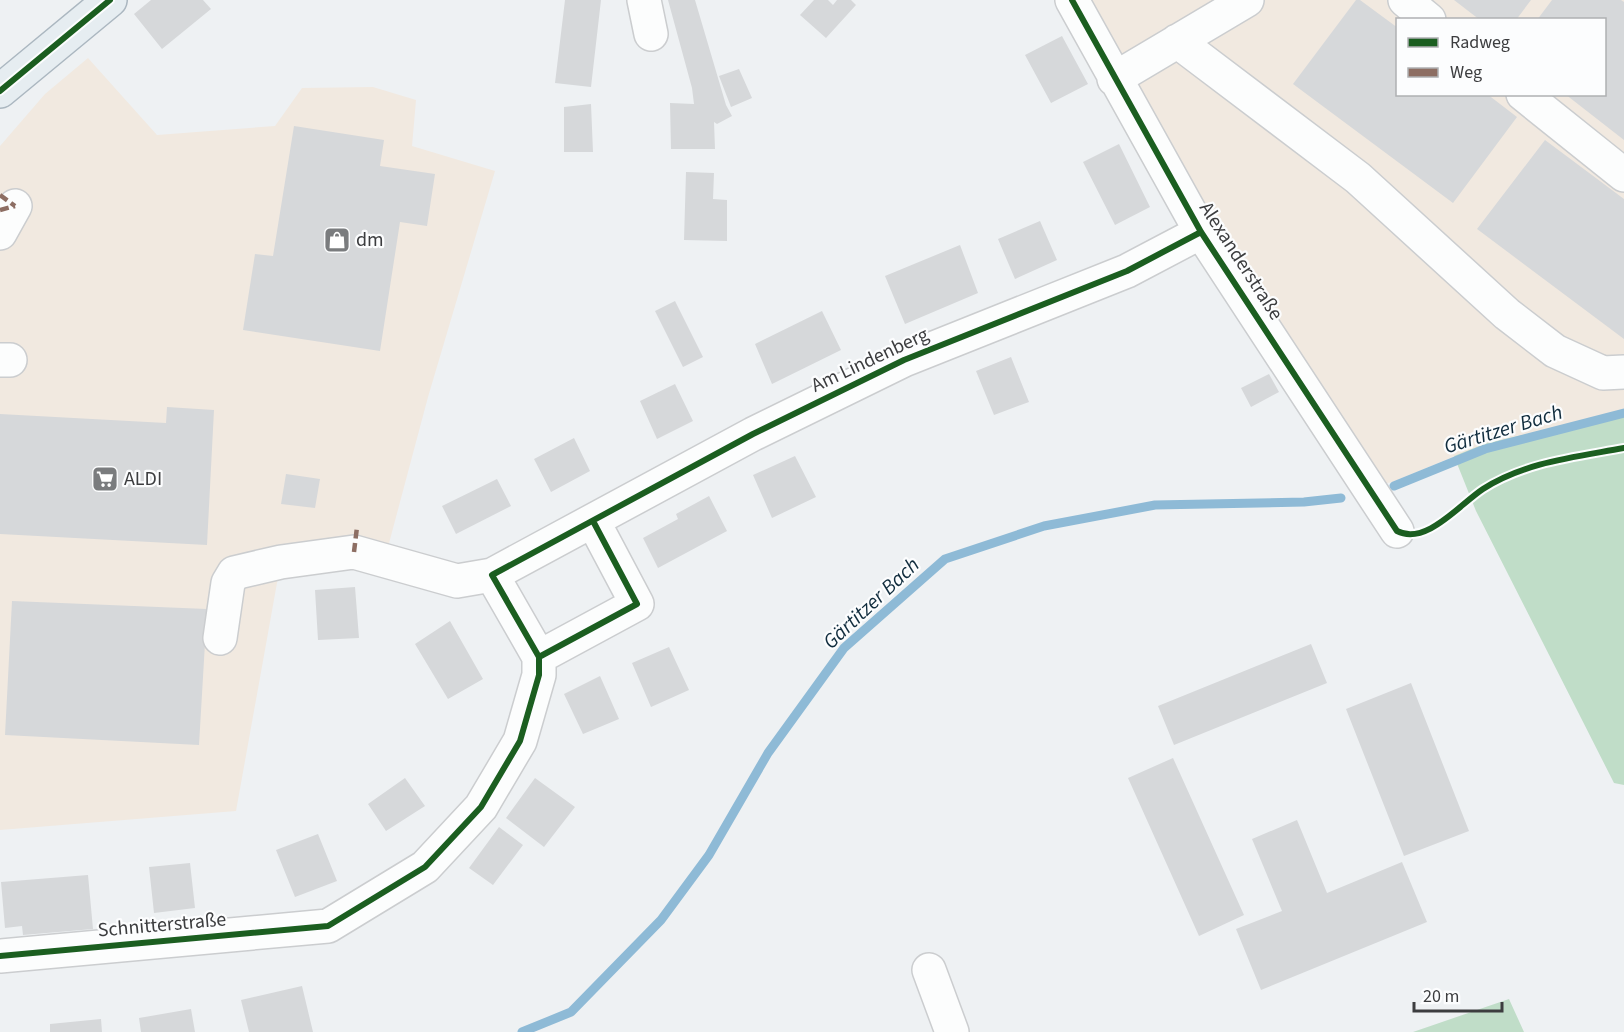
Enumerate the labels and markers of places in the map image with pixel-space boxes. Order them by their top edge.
shop icon: dm [322,225,352,255]
place label: dm [356,226,384,254]
supermarket icon: ALDI [90,464,120,494]
place label: ALDI [124,465,162,493]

> **What you have to do**
Copy the listing word for word, excluding its pictures.

> **Answer to the problem**
Enumerate the labels and markers of places in the map image with pixel-space boxes. Order them by their top edge.
shop icon: dm [322,225,352,255]
place label: dm [356,226,384,254]
supermarket icon: ALDI [90,464,120,494]
place label: ALDI [124,465,162,493]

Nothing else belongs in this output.